═══ Given entries ═══

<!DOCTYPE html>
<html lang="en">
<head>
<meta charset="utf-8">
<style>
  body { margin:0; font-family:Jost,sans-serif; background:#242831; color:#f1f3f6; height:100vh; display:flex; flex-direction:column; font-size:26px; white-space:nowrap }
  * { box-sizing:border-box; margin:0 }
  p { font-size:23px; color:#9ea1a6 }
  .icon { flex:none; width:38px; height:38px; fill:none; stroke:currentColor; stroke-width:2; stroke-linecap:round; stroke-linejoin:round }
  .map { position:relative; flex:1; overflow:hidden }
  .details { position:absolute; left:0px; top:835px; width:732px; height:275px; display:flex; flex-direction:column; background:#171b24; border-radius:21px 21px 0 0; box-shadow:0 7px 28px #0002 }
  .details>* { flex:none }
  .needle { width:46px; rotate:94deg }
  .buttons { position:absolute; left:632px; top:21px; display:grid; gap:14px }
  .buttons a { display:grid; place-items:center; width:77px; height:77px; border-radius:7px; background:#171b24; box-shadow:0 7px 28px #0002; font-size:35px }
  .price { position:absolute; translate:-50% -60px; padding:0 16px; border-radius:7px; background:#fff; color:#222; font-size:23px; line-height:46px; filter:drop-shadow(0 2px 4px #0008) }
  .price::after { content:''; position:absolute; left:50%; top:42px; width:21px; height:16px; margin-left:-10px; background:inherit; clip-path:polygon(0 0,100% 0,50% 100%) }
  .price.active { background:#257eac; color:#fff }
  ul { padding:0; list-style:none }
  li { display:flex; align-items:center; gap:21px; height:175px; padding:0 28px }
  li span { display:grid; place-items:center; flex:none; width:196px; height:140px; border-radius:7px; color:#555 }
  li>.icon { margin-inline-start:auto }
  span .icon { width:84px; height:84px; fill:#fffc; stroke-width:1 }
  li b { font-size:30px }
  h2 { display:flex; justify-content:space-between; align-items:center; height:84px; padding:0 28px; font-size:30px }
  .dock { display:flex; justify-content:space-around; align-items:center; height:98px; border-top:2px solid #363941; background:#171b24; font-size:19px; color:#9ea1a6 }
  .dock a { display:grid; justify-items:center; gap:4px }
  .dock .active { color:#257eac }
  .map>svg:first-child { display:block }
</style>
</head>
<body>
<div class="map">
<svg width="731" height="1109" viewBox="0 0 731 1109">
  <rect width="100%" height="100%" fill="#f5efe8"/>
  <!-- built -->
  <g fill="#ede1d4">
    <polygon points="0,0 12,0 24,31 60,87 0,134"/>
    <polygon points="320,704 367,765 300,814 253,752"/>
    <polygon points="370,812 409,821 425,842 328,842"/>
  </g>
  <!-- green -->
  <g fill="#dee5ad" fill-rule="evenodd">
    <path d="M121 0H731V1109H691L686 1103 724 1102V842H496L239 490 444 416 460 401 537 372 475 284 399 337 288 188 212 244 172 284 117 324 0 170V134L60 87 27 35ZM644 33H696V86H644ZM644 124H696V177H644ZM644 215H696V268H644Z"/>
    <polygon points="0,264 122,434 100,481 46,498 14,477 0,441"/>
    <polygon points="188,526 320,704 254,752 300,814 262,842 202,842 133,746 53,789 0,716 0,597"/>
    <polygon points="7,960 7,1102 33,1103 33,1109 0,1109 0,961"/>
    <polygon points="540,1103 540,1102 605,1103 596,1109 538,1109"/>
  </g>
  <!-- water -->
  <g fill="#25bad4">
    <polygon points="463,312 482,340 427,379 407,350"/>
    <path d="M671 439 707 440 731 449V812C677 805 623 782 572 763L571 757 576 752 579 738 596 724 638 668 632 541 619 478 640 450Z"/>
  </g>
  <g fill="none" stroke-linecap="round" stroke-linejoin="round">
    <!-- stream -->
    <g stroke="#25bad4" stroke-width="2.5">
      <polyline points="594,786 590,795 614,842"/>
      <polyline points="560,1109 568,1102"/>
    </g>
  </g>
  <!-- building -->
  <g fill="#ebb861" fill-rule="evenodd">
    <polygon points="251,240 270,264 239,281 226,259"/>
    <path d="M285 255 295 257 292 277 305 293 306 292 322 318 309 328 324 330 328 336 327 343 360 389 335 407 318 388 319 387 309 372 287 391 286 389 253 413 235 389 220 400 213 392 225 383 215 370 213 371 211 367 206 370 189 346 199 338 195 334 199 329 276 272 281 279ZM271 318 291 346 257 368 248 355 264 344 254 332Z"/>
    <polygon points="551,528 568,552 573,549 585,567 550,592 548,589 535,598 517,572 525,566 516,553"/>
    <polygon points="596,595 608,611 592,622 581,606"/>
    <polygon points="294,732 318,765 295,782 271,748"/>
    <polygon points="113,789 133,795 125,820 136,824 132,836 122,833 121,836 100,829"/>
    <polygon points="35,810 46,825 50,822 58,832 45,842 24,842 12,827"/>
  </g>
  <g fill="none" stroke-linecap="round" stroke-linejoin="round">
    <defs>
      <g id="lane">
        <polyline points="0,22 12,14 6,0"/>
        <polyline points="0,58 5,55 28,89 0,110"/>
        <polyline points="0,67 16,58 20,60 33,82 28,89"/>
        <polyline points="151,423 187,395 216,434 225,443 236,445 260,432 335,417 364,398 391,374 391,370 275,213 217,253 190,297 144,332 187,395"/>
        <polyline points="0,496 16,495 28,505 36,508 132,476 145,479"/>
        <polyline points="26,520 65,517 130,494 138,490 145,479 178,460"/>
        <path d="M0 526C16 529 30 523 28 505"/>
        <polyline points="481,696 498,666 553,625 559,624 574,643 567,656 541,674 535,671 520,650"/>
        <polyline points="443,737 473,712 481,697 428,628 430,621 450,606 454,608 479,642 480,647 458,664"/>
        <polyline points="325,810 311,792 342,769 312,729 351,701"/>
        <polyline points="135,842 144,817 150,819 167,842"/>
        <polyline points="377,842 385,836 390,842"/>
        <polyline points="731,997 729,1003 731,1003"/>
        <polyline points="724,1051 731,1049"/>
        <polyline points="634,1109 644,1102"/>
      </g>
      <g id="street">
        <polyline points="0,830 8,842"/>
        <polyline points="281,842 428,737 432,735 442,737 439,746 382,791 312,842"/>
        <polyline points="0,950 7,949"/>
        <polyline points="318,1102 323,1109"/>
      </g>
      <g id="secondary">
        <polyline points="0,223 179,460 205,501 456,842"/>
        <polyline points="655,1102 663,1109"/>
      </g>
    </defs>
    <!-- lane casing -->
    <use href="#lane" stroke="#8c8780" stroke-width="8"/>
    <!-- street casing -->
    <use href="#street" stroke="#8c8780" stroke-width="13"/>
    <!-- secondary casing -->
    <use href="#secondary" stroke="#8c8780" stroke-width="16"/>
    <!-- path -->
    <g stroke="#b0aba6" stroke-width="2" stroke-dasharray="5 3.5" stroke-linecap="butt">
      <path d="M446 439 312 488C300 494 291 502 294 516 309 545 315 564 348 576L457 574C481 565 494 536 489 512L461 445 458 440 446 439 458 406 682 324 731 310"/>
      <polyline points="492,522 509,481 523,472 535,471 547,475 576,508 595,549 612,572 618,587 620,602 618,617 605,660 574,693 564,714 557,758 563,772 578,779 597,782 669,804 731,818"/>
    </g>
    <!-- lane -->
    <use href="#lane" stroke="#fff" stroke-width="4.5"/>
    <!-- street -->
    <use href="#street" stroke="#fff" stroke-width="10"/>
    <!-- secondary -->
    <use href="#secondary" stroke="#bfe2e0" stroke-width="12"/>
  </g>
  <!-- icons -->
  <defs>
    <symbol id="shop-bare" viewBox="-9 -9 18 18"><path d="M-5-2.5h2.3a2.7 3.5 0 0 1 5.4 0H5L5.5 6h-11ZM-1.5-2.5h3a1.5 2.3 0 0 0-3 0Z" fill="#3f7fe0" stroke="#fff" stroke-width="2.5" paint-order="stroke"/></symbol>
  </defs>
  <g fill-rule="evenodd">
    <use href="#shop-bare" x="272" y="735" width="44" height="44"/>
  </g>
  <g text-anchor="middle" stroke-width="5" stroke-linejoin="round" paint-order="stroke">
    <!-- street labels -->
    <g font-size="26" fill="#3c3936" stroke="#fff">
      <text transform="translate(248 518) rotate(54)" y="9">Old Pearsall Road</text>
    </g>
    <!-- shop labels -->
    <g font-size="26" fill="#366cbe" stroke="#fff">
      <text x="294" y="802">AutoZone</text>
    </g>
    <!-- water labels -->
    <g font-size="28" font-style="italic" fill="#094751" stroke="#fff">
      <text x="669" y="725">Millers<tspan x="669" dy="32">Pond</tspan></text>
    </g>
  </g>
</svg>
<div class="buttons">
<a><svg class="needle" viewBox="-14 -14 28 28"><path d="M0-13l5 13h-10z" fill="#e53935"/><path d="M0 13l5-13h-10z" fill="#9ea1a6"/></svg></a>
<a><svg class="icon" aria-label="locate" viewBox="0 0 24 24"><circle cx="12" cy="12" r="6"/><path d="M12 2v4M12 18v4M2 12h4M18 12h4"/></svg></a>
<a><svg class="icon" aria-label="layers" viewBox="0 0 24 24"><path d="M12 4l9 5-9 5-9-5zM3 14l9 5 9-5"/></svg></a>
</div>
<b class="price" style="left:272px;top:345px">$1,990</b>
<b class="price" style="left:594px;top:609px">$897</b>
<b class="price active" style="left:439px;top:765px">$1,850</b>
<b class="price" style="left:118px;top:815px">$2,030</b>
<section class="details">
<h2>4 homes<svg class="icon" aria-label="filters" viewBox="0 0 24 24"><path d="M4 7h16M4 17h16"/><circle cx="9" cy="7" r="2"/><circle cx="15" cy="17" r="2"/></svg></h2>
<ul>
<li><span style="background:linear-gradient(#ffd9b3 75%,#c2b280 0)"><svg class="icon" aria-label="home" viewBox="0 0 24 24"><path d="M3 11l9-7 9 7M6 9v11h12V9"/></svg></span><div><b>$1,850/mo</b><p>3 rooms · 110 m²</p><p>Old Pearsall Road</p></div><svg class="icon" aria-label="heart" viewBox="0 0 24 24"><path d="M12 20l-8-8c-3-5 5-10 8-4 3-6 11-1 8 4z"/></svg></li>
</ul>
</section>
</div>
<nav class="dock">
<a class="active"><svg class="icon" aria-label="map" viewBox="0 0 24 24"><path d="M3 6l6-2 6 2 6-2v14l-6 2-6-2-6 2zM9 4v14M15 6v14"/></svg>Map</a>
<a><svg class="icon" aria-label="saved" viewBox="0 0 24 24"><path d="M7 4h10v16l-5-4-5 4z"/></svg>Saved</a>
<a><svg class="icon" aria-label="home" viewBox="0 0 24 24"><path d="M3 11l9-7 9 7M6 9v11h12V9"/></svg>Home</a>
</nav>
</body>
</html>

═══

In the records above, find the line containing "display:grid; place-items:center; width:77px;" and restate word for word every line from the first through that one.

> [Expected answer]:
<!DOCTYPE html>
<html lang="en">
<head>
<meta charset="utf-8">
<style>
  body { margin:0; font-family:Jost,sans-serif; background:#242831; color:#f1f3f6; height:100vh; display:flex; flex-direction:column; font-size:26px; white-space:nowrap }
  * { box-sizing:border-box; margin:0 }
  p { font-size:23px; color:#9ea1a6 }
  .icon { flex:none; width:38px; height:38px; fill:none; stroke:currentColor; stroke-width:2; stroke-linecap:round; stroke-linejoin:round }
  .map { position:relative; flex:1; overflow:hidden }
  .details { position:absolute; left:0px; top:835px; width:732px; height:275px; display:flex; flex-direction:column; background:#171b24; border-radius:21px 21px 0 0; box-shadow:0 7px 28px #0002 }
  .details>* { flex:none }
  .needle { width:46px; rotate:94deg }
  .buttons { position:absolute; left:632px; top:21px; display:grid; gap:14px }
  .buttons a { display:grid; place-items:center; width:77px; height:77px; border-radius:7px; background:#171b24; box-shadow:0 7px 28px #0002; font-size:35px }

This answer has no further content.